### WORK INSTRUCTIONS
Note every line in the entries that contains the string "Londis", and copy it.
-- ENTRIES SUPPLIED follows --
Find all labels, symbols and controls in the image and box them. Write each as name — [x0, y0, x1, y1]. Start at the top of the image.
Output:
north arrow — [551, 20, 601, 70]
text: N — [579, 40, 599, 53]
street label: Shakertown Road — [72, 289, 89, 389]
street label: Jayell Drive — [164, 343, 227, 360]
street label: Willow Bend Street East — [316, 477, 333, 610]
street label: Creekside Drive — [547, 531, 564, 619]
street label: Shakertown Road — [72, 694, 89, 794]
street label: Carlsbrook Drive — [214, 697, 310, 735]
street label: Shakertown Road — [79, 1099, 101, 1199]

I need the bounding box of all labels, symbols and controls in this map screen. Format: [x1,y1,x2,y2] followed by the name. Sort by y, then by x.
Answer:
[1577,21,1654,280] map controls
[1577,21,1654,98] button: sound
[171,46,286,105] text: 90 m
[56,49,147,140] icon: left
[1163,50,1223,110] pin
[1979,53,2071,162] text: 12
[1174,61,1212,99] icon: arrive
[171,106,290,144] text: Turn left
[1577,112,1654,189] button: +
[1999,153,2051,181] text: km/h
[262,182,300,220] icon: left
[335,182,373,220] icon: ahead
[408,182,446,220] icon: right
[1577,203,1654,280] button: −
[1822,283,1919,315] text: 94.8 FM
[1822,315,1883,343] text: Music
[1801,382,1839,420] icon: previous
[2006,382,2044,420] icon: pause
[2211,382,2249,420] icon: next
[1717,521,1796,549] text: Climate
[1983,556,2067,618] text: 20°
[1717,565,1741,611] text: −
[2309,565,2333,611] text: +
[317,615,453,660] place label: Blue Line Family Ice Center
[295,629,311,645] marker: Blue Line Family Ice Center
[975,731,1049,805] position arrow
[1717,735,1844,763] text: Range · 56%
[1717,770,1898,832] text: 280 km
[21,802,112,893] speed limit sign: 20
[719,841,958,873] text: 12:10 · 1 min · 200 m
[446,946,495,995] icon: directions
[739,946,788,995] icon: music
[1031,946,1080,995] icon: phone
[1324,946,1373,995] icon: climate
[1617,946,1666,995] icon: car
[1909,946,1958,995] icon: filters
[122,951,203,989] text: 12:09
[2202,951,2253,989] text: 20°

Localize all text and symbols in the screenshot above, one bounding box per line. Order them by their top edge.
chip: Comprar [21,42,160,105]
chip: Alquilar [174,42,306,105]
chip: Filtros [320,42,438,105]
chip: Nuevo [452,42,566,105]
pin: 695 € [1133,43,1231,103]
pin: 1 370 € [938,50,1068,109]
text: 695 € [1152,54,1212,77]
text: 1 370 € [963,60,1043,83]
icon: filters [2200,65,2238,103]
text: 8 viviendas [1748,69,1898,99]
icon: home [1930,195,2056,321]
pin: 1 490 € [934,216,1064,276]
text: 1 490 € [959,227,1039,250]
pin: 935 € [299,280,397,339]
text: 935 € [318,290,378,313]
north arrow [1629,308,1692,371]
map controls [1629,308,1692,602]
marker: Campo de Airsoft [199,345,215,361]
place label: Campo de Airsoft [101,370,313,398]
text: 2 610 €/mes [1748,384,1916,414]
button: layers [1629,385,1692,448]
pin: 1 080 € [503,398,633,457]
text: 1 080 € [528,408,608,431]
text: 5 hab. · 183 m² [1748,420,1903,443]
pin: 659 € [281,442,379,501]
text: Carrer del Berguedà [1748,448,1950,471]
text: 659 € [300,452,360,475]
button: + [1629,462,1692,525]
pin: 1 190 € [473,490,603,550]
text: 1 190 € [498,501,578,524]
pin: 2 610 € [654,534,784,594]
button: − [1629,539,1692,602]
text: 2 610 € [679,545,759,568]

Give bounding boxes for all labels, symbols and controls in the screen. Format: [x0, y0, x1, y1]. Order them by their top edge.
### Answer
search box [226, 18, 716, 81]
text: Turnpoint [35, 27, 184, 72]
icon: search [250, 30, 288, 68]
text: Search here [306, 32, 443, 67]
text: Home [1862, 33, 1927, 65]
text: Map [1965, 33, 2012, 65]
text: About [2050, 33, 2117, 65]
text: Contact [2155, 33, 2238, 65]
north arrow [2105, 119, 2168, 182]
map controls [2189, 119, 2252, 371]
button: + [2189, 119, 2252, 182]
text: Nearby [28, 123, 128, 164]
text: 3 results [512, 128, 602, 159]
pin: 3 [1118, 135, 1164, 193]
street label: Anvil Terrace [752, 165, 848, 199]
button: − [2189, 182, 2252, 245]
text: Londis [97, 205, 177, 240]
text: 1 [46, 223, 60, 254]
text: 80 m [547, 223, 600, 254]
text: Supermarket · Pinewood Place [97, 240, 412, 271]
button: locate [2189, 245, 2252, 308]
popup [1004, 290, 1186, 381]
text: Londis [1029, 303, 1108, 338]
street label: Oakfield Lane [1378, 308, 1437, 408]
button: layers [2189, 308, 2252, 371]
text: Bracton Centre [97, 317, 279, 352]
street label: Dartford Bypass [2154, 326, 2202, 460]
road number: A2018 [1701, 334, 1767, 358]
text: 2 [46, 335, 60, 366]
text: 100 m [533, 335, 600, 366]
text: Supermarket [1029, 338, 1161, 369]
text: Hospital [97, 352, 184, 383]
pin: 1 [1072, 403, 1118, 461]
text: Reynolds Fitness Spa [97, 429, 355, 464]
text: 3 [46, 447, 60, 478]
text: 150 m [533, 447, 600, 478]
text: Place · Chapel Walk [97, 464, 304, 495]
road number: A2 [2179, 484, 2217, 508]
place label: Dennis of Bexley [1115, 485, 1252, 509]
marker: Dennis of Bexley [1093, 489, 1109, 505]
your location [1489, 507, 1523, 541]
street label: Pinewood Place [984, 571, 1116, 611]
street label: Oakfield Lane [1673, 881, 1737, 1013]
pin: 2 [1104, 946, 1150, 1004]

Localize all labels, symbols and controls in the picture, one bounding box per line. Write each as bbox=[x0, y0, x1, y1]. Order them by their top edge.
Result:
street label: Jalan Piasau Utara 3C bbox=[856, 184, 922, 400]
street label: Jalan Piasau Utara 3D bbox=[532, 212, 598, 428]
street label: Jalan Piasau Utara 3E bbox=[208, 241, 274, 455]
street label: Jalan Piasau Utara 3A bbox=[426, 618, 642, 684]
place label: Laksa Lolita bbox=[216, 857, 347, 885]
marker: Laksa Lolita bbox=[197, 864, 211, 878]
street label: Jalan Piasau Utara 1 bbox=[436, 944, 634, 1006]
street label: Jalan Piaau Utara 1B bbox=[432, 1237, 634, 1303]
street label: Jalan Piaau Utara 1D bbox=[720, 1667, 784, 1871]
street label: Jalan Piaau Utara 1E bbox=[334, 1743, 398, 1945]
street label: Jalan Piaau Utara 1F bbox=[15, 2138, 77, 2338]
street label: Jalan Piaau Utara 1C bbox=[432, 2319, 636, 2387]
-- ENTRIES SUPPLIED concluded --
### FINISHED EXERCISE
text: Londis [97, 205, 177, 240]
text: Londis [1029, 303, 1108, 338]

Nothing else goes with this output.